In kissing the relic of the True Cross, upon which Jesus hung in His act of Redemption, my kiss was intended to be an act of true love and devotion for Him, and in that, a recognition of His own love for me. I did not intend to be a Judas, offering a kiss in exchange for the blood money already held.
Later, in the chapel while I had some time to really meditate, I first spent some time praying that I wouldn't lose my voice, that God would remove this particular cross so that my week of discernment would be done in health and not this very inconvenient illness. And of course, my prayer was interrupted with a coughing jag. And even then I lamented my condition and begged even harder to be delivered from my suffering.
That's when it hit me; I had just kissed the Cross.
In contrition for my presumption, I gazed upon the crucifix that adorned the altar and took in our Savior twisted and contorted in torment, realizing that this is what He calls me to do as well. It is impossible to be united with Jesus without also being subject to suffering.
To kiss the Cross means that we love the Cross and we love Our Lord who died for us. To kiss the Cross is to love suffering. It is to love humility and mortification. The greatest act of love is imitation, therefore if we truly love Jesus, we must be willing to imitate Him...even unto His suffering and death.
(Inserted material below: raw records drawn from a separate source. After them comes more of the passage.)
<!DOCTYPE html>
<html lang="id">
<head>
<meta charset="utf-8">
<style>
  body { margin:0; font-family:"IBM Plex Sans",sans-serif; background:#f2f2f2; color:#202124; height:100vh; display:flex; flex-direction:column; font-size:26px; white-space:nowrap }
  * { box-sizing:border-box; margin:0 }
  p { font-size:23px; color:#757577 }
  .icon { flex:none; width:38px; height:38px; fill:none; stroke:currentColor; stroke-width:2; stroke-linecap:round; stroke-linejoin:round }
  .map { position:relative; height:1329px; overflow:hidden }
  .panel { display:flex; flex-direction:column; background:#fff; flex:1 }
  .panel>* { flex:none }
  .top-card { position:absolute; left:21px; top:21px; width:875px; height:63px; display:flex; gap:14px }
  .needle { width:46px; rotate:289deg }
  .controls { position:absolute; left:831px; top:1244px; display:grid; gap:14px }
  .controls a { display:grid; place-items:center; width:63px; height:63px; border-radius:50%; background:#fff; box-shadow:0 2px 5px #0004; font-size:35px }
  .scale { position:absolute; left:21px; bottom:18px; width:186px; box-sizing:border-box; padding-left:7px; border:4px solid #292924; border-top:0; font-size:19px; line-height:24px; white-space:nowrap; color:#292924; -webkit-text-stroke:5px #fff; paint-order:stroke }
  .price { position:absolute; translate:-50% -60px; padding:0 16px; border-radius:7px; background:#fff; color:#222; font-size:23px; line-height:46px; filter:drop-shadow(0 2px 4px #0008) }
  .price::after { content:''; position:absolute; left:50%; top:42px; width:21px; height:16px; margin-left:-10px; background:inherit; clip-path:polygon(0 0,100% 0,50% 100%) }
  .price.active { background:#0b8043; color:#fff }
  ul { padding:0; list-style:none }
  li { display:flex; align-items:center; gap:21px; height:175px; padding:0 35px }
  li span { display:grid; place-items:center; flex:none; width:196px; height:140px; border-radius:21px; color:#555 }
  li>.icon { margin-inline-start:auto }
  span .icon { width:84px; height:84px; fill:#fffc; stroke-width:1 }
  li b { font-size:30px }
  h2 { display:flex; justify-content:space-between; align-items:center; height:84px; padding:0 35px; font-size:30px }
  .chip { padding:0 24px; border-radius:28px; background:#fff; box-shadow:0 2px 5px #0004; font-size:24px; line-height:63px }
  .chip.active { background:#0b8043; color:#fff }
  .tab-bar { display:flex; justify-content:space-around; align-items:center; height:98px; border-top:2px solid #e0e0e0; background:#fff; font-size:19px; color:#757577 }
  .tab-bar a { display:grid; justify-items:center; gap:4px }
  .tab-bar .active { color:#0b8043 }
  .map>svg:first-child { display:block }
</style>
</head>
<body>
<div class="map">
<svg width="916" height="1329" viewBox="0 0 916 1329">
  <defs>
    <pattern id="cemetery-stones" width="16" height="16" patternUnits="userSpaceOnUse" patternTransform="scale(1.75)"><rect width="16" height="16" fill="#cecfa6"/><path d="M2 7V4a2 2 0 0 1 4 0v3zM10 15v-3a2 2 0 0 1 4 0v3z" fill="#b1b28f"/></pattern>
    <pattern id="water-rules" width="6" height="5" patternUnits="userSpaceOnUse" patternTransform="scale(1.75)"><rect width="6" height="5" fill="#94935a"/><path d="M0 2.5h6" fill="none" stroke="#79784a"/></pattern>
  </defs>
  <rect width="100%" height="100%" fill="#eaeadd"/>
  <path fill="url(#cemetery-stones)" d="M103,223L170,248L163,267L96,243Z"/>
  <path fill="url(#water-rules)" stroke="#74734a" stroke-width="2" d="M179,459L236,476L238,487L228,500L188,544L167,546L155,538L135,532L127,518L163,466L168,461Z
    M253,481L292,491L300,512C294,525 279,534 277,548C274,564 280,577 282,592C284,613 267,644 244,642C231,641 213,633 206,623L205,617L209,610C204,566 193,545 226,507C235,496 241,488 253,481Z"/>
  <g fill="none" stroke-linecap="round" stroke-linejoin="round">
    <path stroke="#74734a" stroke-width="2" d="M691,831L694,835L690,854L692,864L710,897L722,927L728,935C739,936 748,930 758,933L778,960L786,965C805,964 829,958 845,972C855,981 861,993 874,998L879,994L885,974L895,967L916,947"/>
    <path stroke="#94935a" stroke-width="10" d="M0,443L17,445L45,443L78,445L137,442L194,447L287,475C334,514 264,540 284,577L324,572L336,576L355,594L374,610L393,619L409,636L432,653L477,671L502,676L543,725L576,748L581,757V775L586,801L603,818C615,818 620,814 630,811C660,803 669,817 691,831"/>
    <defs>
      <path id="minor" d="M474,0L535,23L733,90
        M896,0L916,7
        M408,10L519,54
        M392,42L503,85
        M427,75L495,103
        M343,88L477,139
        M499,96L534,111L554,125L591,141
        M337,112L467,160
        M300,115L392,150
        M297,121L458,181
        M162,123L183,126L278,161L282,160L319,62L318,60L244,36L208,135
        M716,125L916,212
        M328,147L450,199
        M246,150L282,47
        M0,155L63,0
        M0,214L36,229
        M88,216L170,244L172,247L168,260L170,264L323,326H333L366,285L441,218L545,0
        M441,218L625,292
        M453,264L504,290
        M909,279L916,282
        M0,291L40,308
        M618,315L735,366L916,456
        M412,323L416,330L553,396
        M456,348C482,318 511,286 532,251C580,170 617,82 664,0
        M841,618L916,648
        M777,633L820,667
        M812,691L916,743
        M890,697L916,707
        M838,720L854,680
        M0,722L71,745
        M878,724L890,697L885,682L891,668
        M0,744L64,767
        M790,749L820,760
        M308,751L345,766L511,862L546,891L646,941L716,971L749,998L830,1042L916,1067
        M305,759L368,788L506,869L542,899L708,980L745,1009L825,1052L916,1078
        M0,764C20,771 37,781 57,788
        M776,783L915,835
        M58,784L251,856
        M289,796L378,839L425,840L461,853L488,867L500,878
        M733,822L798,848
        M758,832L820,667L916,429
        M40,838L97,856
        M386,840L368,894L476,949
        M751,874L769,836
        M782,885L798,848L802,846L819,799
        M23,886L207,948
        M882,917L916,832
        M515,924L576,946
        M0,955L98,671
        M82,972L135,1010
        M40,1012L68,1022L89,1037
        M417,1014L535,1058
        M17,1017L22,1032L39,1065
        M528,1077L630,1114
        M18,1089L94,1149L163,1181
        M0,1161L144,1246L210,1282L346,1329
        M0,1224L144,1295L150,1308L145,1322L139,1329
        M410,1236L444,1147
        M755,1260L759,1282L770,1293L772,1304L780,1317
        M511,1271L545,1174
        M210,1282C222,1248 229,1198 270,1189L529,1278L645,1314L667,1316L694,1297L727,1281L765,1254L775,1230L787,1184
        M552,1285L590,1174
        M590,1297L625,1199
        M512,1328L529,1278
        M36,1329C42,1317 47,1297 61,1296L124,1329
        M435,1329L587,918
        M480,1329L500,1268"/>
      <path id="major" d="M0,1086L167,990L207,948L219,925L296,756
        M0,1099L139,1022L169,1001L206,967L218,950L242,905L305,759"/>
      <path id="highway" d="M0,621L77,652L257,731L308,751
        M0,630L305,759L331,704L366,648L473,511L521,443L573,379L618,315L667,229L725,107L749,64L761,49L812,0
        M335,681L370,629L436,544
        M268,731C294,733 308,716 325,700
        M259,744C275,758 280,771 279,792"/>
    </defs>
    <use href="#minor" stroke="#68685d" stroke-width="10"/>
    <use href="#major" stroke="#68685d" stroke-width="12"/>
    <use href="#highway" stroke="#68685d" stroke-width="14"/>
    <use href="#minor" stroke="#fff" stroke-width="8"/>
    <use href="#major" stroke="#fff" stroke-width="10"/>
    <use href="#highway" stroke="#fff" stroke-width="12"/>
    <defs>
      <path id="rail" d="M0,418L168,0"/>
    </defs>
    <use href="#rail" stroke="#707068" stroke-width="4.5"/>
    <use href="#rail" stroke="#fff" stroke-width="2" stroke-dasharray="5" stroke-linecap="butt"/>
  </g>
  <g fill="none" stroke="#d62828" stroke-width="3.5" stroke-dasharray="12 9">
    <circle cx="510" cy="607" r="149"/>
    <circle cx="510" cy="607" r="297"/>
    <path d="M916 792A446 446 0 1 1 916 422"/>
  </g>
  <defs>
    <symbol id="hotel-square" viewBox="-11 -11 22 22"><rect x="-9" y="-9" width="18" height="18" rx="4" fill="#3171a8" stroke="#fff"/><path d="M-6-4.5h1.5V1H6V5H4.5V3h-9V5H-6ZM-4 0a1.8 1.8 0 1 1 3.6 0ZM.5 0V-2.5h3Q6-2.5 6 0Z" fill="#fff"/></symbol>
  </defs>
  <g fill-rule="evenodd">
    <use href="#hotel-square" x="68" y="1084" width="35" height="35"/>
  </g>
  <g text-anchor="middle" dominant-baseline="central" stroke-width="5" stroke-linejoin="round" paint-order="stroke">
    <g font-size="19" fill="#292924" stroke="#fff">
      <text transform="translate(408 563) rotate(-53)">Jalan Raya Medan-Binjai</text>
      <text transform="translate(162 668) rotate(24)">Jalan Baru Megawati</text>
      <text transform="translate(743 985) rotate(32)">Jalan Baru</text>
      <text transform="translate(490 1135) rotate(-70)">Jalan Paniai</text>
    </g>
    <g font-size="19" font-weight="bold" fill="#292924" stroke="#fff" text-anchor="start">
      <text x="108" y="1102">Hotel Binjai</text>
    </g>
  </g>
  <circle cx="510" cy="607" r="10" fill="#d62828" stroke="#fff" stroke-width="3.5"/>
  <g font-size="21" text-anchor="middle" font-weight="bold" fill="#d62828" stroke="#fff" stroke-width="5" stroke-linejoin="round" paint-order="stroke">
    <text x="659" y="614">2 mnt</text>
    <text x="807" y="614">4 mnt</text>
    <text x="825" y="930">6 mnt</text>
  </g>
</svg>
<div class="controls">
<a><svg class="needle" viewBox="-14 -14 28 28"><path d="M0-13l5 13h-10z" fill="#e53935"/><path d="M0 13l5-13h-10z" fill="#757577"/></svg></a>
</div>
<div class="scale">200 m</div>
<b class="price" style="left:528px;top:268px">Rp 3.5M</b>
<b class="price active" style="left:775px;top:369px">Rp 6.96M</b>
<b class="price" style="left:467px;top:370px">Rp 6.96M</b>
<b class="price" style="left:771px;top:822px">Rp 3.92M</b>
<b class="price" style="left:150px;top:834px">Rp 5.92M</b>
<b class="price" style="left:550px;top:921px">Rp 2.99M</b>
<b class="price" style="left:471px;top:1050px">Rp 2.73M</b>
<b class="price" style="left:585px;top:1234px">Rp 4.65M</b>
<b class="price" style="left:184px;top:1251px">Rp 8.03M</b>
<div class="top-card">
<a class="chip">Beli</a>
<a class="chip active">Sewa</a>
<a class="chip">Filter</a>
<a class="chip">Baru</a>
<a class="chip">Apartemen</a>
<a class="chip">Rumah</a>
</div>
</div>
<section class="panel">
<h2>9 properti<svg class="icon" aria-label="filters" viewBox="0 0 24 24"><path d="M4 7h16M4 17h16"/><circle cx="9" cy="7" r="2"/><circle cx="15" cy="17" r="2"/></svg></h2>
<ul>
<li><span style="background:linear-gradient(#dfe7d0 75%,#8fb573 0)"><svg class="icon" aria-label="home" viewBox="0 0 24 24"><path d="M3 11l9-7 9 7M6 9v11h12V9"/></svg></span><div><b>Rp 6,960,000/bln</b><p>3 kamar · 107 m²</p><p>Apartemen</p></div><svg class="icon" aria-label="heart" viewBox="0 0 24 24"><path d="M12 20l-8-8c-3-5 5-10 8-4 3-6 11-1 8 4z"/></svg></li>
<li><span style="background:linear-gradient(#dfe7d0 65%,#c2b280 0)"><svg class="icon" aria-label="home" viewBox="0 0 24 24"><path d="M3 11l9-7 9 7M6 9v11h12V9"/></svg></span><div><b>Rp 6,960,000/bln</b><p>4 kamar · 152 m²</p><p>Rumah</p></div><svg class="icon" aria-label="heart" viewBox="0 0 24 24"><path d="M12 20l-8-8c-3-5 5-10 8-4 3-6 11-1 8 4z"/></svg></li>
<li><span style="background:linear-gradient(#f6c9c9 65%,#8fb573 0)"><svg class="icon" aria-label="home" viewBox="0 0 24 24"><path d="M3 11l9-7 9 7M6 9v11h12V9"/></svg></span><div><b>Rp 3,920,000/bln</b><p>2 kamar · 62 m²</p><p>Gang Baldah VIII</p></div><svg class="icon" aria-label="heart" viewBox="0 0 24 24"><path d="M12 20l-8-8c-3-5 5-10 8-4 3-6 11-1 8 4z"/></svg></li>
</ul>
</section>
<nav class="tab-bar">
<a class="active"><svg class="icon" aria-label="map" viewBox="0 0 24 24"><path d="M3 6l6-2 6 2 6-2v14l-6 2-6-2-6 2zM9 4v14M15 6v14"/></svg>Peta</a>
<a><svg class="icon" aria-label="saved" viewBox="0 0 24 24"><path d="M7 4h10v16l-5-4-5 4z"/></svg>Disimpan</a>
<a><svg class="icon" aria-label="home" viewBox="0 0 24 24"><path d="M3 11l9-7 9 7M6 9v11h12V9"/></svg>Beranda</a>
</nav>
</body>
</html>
My prayer then, was both arrogant and a betrayal. I kissed the Cross and asked for comfort. I made an act of love and then denied it by refusing to be conformed to the One I profess to love. Who am I to question the will of God, who cannot be taken by surprise and who KNEW I would suffer this illness through my retreat? I knew I should see it as a gift helping me to be more united to Him, and not an irritation that separated us.
It is my own actions, my own unwillingness to surrender to God's will that separates me from Him. Not a mere illness.
In fact, it was that illness that brought me face-to-face with Him and reminded me of the value and necessity of the Cross and the real meaning of love.
Upon this realization, I bowed my head, knowing God was with me, and said to Him, "Thy will be done. Not mine. Yours." In that moment, I embraced my suffering, which, as I've written, was not limited to the physical but became a spiritual struggle that never abated for a single moment.
From then on, each time I kissed the relics of the Cross, I made an act of surrender, resolving in my love of Jesus to also love the Cross and everything that comes with it. To embrace my sufferings if not in joy, then at least in acceptance and docility.
We are not given Crosses in order to chase us away from God, but rather to conform us more perfectly to Him, for we cannot find Him unless we are willing to be subject to His Passion.
We have to ask ourselves, each time we make the Sign of the Cross...do we mean what we pray? Do we understand what we are doing and how it must change us? Are we willing to imitate Christ only if it is comfortable to do so?
When we kiss the Cross, is our action a betrayal or a true act of devotion and love for Jesus?